En la antigua India también se trata del asunto. Súsruta, fundador de la denominada medicina aiurvédica, y en su texto Súsruta-samjita, fechado entre los siglos iii y iv d.n.e., explica cómo tratar dislocaciones cervicales a base de manipulaciones de los huesos, vendajes, férulas o reposo en cama. También enuncia un método de inmovilización colocando al paciente en una tabla atado a varios puntos con una cuerda.

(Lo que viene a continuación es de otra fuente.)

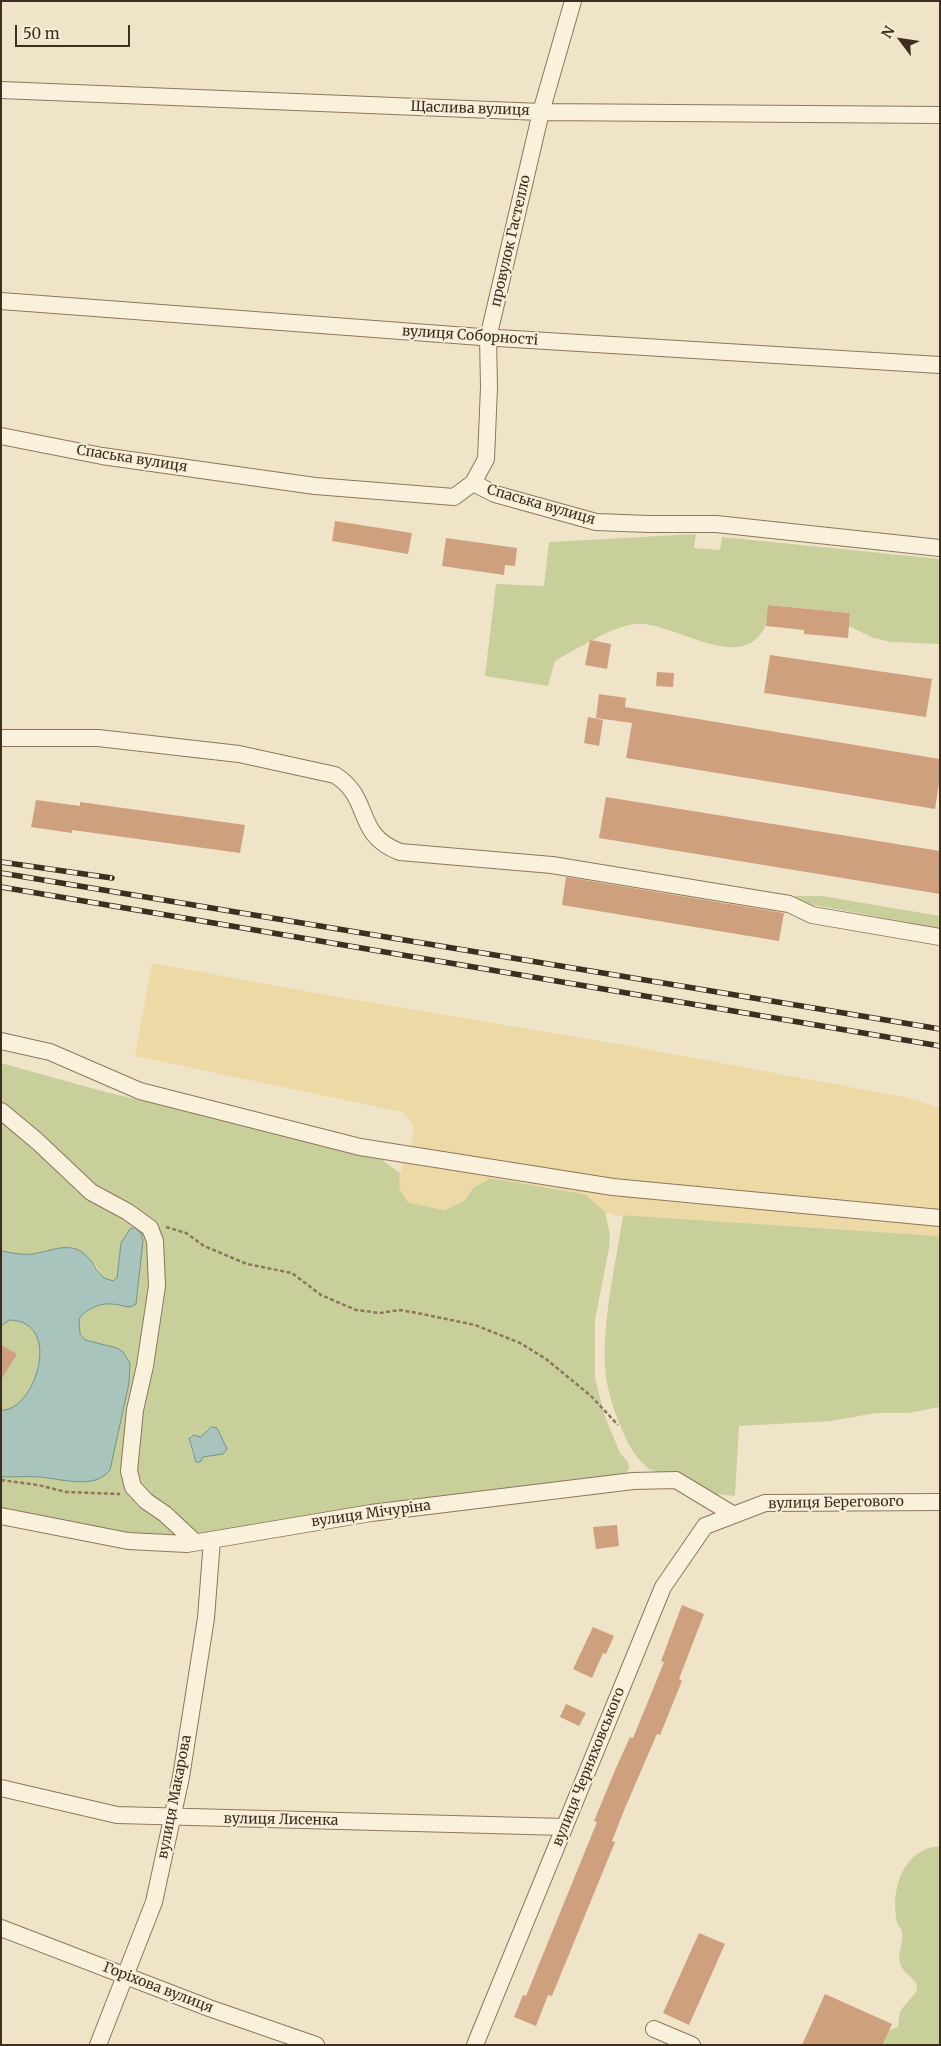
<!DOCTYPE html>
<meta charset="utf-8">
<style>
body{margin:0}
#map{position:relative;width:941px;height:2046px;overflow:hidden;background:#f0e4c8;font-family:Merriweather,serif}
canvas{display:block}
.frame{position:absolute;inset:0;border:2px solid #3d2e20;pointer-events:none}
.north{position:absolute;left:876px;top:15px;width:50px;height:50px;-webkit-text-stroke:4px #f7eed8;paint-order:stroke;rotate:301deg;font-size:14px;font-weight:700;line-height:20px;text-align:center;color:#3d2e20}
.north::after{content:'';display:block;margin:auto;width:18px;height:22px;background:#3d2e20;clip-path:polygon(50% 0,100% 100%,50% 72%,0 100%)}
.scale{position:absolute;left:15px;top:25px;width:115px;height:22px;box-sizing:border-box;border:2px solid #3d2e20;border-top:0;padding-left:6px;font-size:15px;line-height:18px;white-space:nowrap;color:#3d2e20;-webkit-text-stroke:4px #f7eed8;paint-order:stroke}
</style>
<div id="map">
<canvas width="941" height="2046"></canvas>
<div class="frame"></div>
<div class="north">N</div>
<div class="scale">50 m</div>
</div>
<script>
const g = document.querySelector('canvas').getContext('2d');
g.lineJoin = 'round';
function fillPath(path, color) {
  g.fillStyle = color;
  g.fill(path, 'evenodd');
}
function stroke(path, color, width, dash) {
  g.strokeStyle = color;
  g.lineWidth = width;
  g.lineCap = dash ? 'butt' : 'round';
  g.setLineDash(dash || []);
  g.stroke(path);
}
function write(font, color, halo, rows, align = 'center') {
  g.font = font + ' Merriweather,serif';
  g.lineWidth = 4;
  g.setLineDash([]);
  g.textBaseline = 'middle';
  g.strokeStyle = halo;
  g.fillStyle = color;
  for (const [text, x, y, turn = 0] of rows) {
    g.save();
    g.translate(x, y);
    g.rotate((+turn || 0) * Math.PI / 180);
    g.textAlign = isNaN(turn) ? turn : align;
    if (halo) g.strokeText(text, 0, 0);
    g.fillText(text, 0, 0);
    g.restore();
  }
}
fillPath(new Path2D(`
 M696 534 694 548 720 550 722 537 940 559V644L890 642 871 637 849 626 850 613 769 605C767 611 768 621 765 627 741 676 672 620 635 624 613 626 575 650 555 661L548 686 485 676 496 584 544 586 549 542Z
 M787 896H822L940 916V928L786 900Z
 M1 1063 98 1090 381 1159 400 1173V1190L408 1202 444 1210 464 1201 473 1188 490 1178 585 1194 605 1212 610 1234 609 1248 595 1320V1378L604 1414 620 1453 628 1462 629 1469 625 1475 182 1539 129 1537 1 1508V1477H39L84 1482 110 1470 129 1383 130 1363 117 1348 85 1340 80 1334 79 1319C90 1304 108 1302 125 1307L138 1295 140 1261 121 1243 117 1278 113 1281C98 1277 104 1276 96 1266 90 1259 80 1253 73 1248L32 1254H19L1 1251ZM212 1427 217 1428 225 1444 216 1455 194 1458 189 1440 190 1435 200 1437Z
 M623 1215 940 1236V1407L908 1413H876L831 1421 739 1426 735 1496 715 1494 649 1469C636 1459 629 1446 623 1432 617 1418 611 1403 608 1388 597 1340 616 1265 623 1215Z
 M9 1320C65 1321 34 1413 1 1410V1326Z
 M940 1846V2045H876L884 2032 898 2027 900 2011 917 1991 916 1983C910 1975 903 1973 900 1963 897 1952 904 1943 902 1932 901 1928 898 1926 897 1922 890 1889 903 1849 940 1846Z`), '#c8cf9b');
fillPath(new Path2D(`
 M152 963 321 994 629 1046 904 1097 940 1108V1236L623 1215 617 1216 605 1212 585 1194 490 1178 473 1188 464 1201 444 1210 409 1202C406 1198 401 1193 400 1189 394 1160 431 1134 402 1112L135 1056Z`), '#ecd9a5');
const water = new Path2D(`
 M135 1228 141 1233 143 1241 136 1304 131 1307C124 1307 118 1304 111 1304 99 1303 86 1309 79 1319L80 1334 85 1340 117 1348 123 1352 130 1363 129 1383 110 1470C95 1490 62 1479 40 1477 27 1476 14 1477 1 1477V1410C34 1413 65 1321 9 1320L1 1326V1251C12 1253 22 1255 32 1254 48 1252 67 1242 82 1252 94 1261 95 1270 104 1278L113 1281 117 1278 121 1243 130 1229Z
 M212 1427 217 1428 227 1449 223 1454 203 1457 200 1462H196L189 1438 194 1435 200 1437Z`);
fillPath(water, '#a9c4bc');
stroke(water, '#6f938a', 1);
fillPath(new Path2D(`
 M335 521 412 533 408 554 332 541Z
 M446 538 517 548 515 566 505 565 504 575 442 566Z
 M768 605 850 613 848 638 804 634V630L766 626Z
 M590 640 611 644 607 669 585 665Z
 M770 655 932 679 926 717 764 693Z
 M657 672 674 673 673 687 656 686Z
 M599 694 626 698 625 707 940 759V778L935 809 626 758 632 723 596 718Z
 M588 717 603 720 599 746 584 743Z
 M606 797 940 851V894L599 838Z
 M36 800 80 806V802L245 825 240 853 72 830V833L31 827Z
 M566 877 784 913 779 941 562 905Z
 M1 1345 17 1354 1 1380Z
 M617 1525 619 1546 596 1549 593 1527Z
 M682 1605 704 1614 679 1679 682 1681 660 1735 657 1734 625 1808 612 1841 615 1842 552 1996 548 1995 536 2026 514 2017 523 1995 526 1996 597 1822 594 1821 616 1768 630 1737 633 1738 651 1694 664 1662 661 1661Z
 M593 1627 614 1636 606 1654 603 1653 592 1678 573 1669Z
 M566 1704 586 1713 579 1726 560 1717Z
 M699 1933 725 1944 689 2025 663 2013Z
 M825 1994 892 2024 882 2045H802Z`), '#cea07d');
const minor = new Path2D(`
 M1 90 541 112 940 115
 M1 301 481 337 940 365
 M1 436 102 456 315 486 454 497 473 483 495 494 596 522 649 524H716L940 548
 M473 483 486 459 489 387 488 338 541 112 573 1
 M1 738H98L239 754 335 775C373 799 353 834 400 852L552 865 789 904 812 915 940 937
 M1 1041 50 1052 140 1091 360 1147 613 1187 940 1218
 M1 1111 37 1141 91 1192 128 1212 150 1228 155 1241 157 1286 145 1366 135 1410 129 1471 133 1487 146 1501 165 1514 195 1542
 M1 1516 128 1541 187 1544 371 1513 633 1481 676 1480 734 1515
 M1 1788 117 1815 564 1827
 M1 1928 209 2008 316 2045
 M654 2029 692 2045
 M98 2045 154 1902 181 1777 206 1618 212 1540
 M475 2045 663 1587 705 1526 765 1503 940 1502`);
stroke(minor, '#8d765c', 18);
stroke(new Path2D(`
 M166 1227 186 1233 204 1246 247 1264 292 1273 321 1295 356 1310 380 1313 400 1310 417 1313 475 1325 520 1343 546 1359 591 1396 618 1425
 M1 1480 38 1485 66 1492 120 1494`), '#8d765c', 2.5, [4, 2.5]);
stroke(minor, '#faf1dc', 16);
const rail = new Path2D(`
 M1 862 112 878
 M1 873 940 1029
 M1 887 940 1046`);
stroke(rail, '#3d2e20', 5.5);
stroke(rail, '#f7eed8', 4, [11]);
write('14px', '#3d2e20', '#f7eed8', [
 ["Щаслива вулиця",470,109,2],
 ["провулок Гастелло",511,241,-77],
 ["вулиця Соборності",470,336,4],
 ["Спаська вулиця",132,459,9],
 ["Спаська вулиця",541,505,16],
 ["вулиця Берегового",836,1503,-1],
 ["вулиця Мічуріна",371,1514,-8],
 ["вулиця Черняховського",589,1767,-68],
 ["вулиця Макарова",175,1797,-79],
 ["вулиця Лисенка",281,1820,1],
 ["Горіхова вулиця",158,1988,21]
]);
</script>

Es interesantísimo el repaso histórico de la lesión medular y su tratamiento médico desde la Antigüedad; sin embargo, al haberme visto envuelto en su lectura para poder a su vez trasvasar al libro que el lector tiene entre sus manos un resumen lo más liviano posible, estoy siendo engullido por el remolino de la historia y de mi propia ignorancia en asuntos médicos. Me explico. Según voy avanzando, la curiosidad se ramifica y cada período histórico o cada nombre es una invitación a la lectura de textos cada vez más amplios; esto, en lo que respecta a lo estrictamente histórico, pero es que a cada paso me encuentro con cuestiones de carácter médico. Primero las tengo que traducir del inglés y luego ver qué diablos significan exactamente en castellano. A lo largo de este libro pretendo instigar con la palabra a la comunidad médico-científica para que se ponga las pilas en la investigación sobre la médula espinal. Pero me doy cuenta de que no puedo pretender mucho más de lo que ya sé sobre mi propia lesión, sobre anatomía, sobre el sistema nervioso y en general ni puedo ni quiero profundizar demasiado en un terreno que no es el mío. Por eso insisto: este libro no es ni de historia médica ni de medicina. Tras este excurso, me limito a justificar mi resumen histórico simplemente por que el lector más lego en la materia —como yo lo era felizmente— tenga presente una visión de conjunto. ¿Por qué considero importante la revisión histórica de la lesión medular? Porque es la premisa y la piedra de toque de lo que acabo de enunciar un poco más arriba: instigar, acicatear, reclamar, gritar y juntar todas las voces posibles para que la ciencia médica y sobre todo las fuentes de financiación de la misma (pues a buen seguro que si por la ciencia médica fuera se invertiría muchísimo más tiempo y energías en la investigación) se animen en el campo del progreso.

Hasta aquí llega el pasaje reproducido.